# DANAM Image Metadata Notebook
This notebook is used along with the scripts clean_json and write_csv to query and analyze DANAM's image metadata quickly.

Queries is done via Pandas Dataframe.

DataFrame can be checked using VSCode's variable viewer


In [1]:
import csv
import pandas as pd
pd.set_option('display.max_colwidth', None)
pd.set_option('display.max_rows', 1000)

#from datetime import datetime

from scripts.clean_json import clean_json
from scripts.write_csv import list_from_txt
from scripts.metadata_fix import manual_fixes


## Read DANAM json export
Always replace with the latest export

In [2]:
# read DANAM json export
danam_export = "json\DANAM\Monument_2022-04-27_04-41-59.json"
danam_images = clean_json(danam_export)
danam_df = pd.DataFrame(danam_images)

In [3]:
'''
Review metadata extracted from DANAM before uploading and replace faulty metadata using a CSV file

    df = Pandas DataFrame containing metadata of select images from DANAM
    fixes = a CSV file containing fixes for the metadata. This CSV file has the format 
            row_number,column_name,correct_value
    checked = if False, takes select columns to prepare metadata for review using variable viewer. 
              if True, metadata is fixed using prepared CSV defined in fixes.
'''
def check_metadata(df, fixes, checked):
    cols = [
        'danam_caption', 'caption', 'date', 'date3', 'agent', 'role', 'agent2', 'role2', 'source', 'notes', 'agent3', 'date_scan',
        ]
    manual_fixes(df, fixes)
    if not checked:
        df = df[cols]
        print("PLEASE CHECK USING VARIABLE VIEW")
    else: 
        print("READY TO UPLOAD")
    return df

## Preparing Metadata Uploads
### Metadata of monuments in upload_current.mon

In [4]:
# find recently updated monuments
mon_ids = list_from_txt('mon/upload_all.mon')

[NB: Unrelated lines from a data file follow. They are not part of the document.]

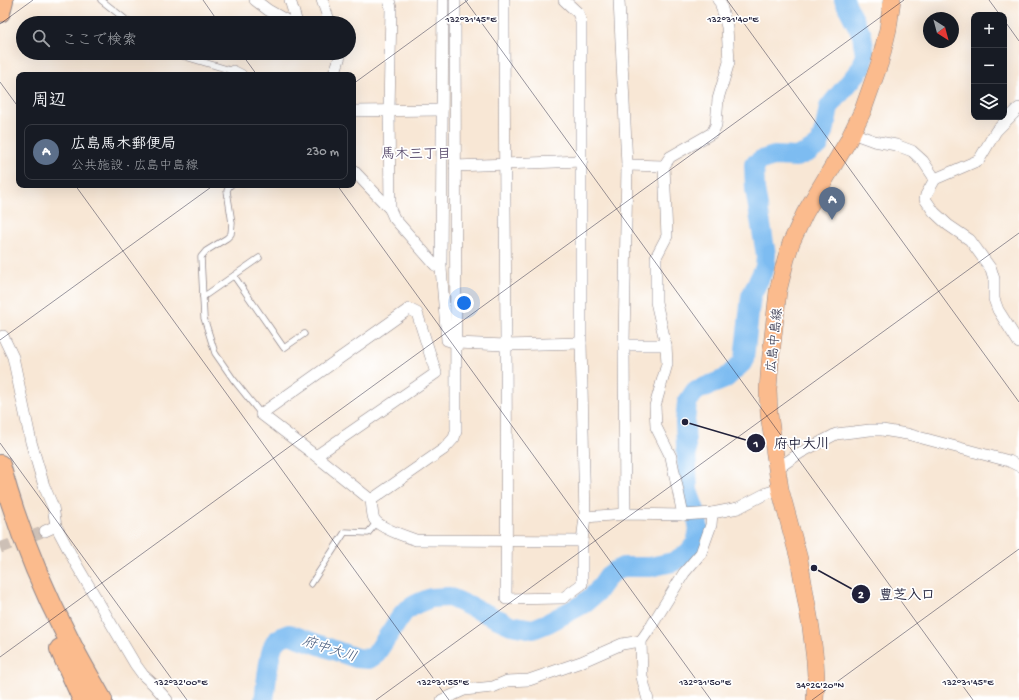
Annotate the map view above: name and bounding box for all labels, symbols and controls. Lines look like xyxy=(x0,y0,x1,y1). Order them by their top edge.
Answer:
north arrow xyxy=(923,12,959,48)
map controls xyxy=(971,12,1007,120)
button: + xyxy=(971,12,1007,48)
text: 132°31'45"E xyxy=(445,14,497,26)
text: 132°31'40"E xyxy=(706,14,759,26)
search box xyxy=(16,16,356,60)
icon: search xyxy=(30,27,52,49)
text: ここで検索 xyxy=(62,32,137,50)
button: − xyxy=(971,48,1007,84)
button: layers xyxy=(971,84,1007,120)
text: 周辺 xyxy=(32,92,66,112)
text: 広島馬木郵便局 xyxy=(71,136,176,154)
text: A xyxy=(42,145,50,160)
text: 230 m xyxy=(306,145,339,160)
district label: 馬木三丁目 xyxy=(381,146,451,164)
text: 公共施設 · 広島中島線 xyxy=(71,159,198,174)
pin: A xyxy=(819,187,845,220)
your location xyxy=(454,293,474,313)
street label: 広島中島線 xyxy=(765,306,786,373)
callout: 府中大川 xyxy=(746,430,838,456)
text: 府中大川 xyxy=(774,436,830,454)
text: 1 xyxy=(753,438,759,452)
callout: 豊芝入口 xyxy=(851,581,943,607)
text: 豊芝入口 xyxy=(879,588,935,605)
text: 2 xyxy=(858,589,864,603)
water label: 府中大川 xyxy=(300,633,359,667)
text: 132°32'00"E xyxy=(153,677,208,689)
text: 132°31'55"E xyxy=(416,677,469,689)
text: 132°31'50"E xyxy=(678,677,732,689)
text: 132°31'45"E xyxy=(942,677,994,689)
text: 34°26'20"N xyxy=(795,680,845,692)

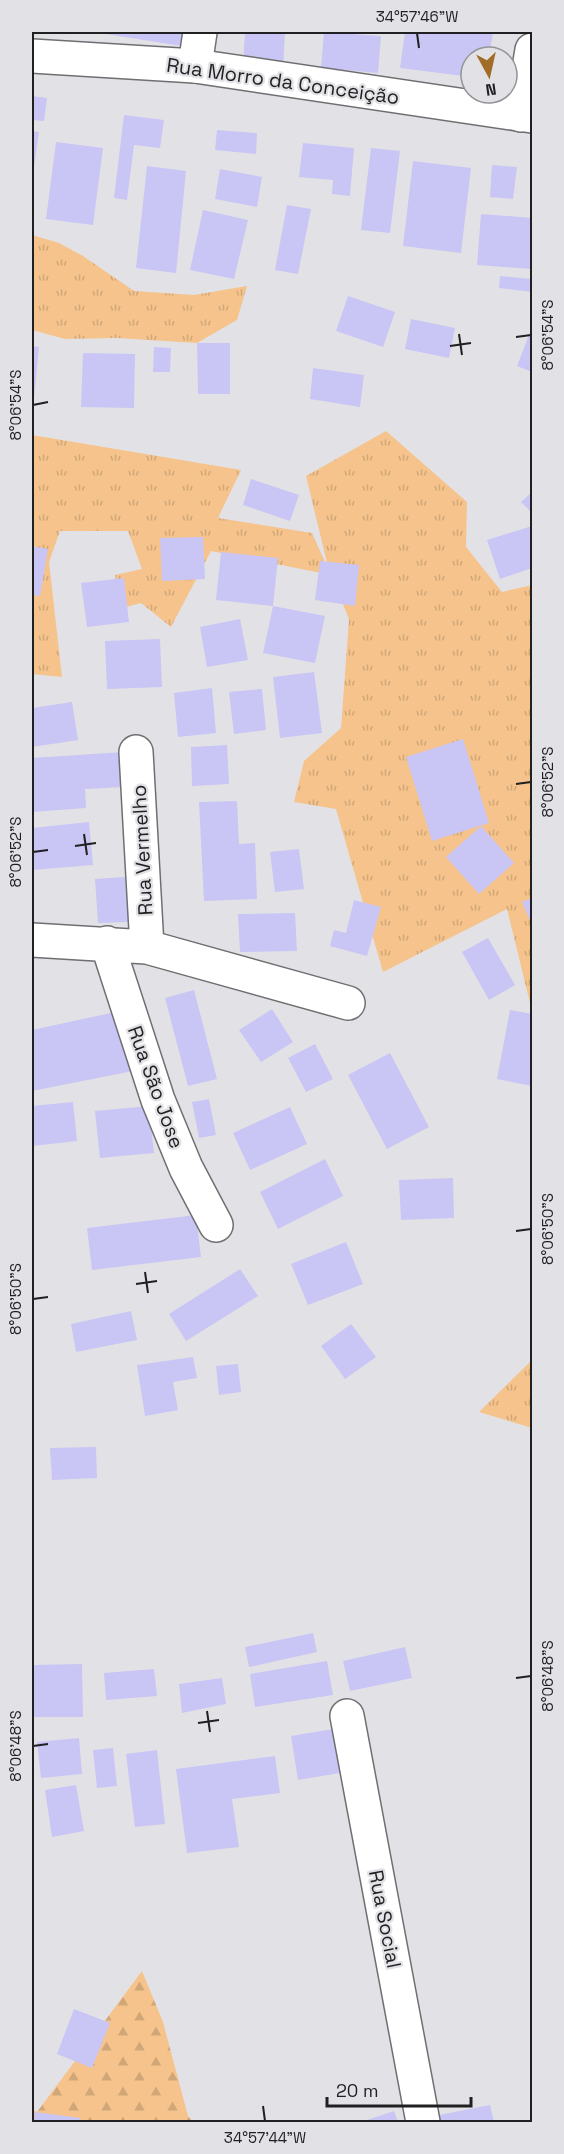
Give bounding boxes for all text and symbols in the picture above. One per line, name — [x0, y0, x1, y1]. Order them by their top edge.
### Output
text: 34°57'46"W — [376, 7, 458, 26]
north arrow — [459, 45, 519, 105]
street label: Rua Morro da Conceição — [165, 52, 401, 110]
text: N — [484, 78, 498, 101]
text: 8°06'54"S — [538, 299, 557, 371]
text: 8°06'54"S — [6, 369, 25, 441]
text: 8°06'52"S — [538, 746, 557, 818]
street label: Rua Vermelho — [126, 784, 158, 916]
text: 8°06'52"S — [6, 816, 25, 888]
street label: Rua São Jose — [122, 1022, 190, 1152]
text: 8°06'50"S — [538, 1193, 557, 1265]
text: 8°06'50"S — [6, 1263, 25, 1335]
text: 8°06'48"S — [538, 1640, 557, 1712]
text: 8°06'48"S — [6, 1710, 25, 1782]
street label: Rua Social — [363, 1868, 407, 1970]
scale bar — [327, 2070, 471, 2108]
text: 20 m — [336, 2079, 379, 2102]
text: 34°57'44"W — [224, 2128, 306, 2147]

# Filter metadata according to current.mon and valid caption
upload_all = danam_df.loc[danam_df['mon_id'].isin(mon_ids)]
upload_all = upload_all.loc[upload_all['validCaption']]


## manual fixes start ##
# set to True if ready to upload
# set to False to review metadata before uploading
upload_all = check_metadata(upload_all,"fixes\\all.fix",True)
## manual fixes end ##


READY TO UPLOAD


### Metadata of recently updloaded maps

In [5]:
only_maps = list_from_txt("mon\\upload_only_maps.mon")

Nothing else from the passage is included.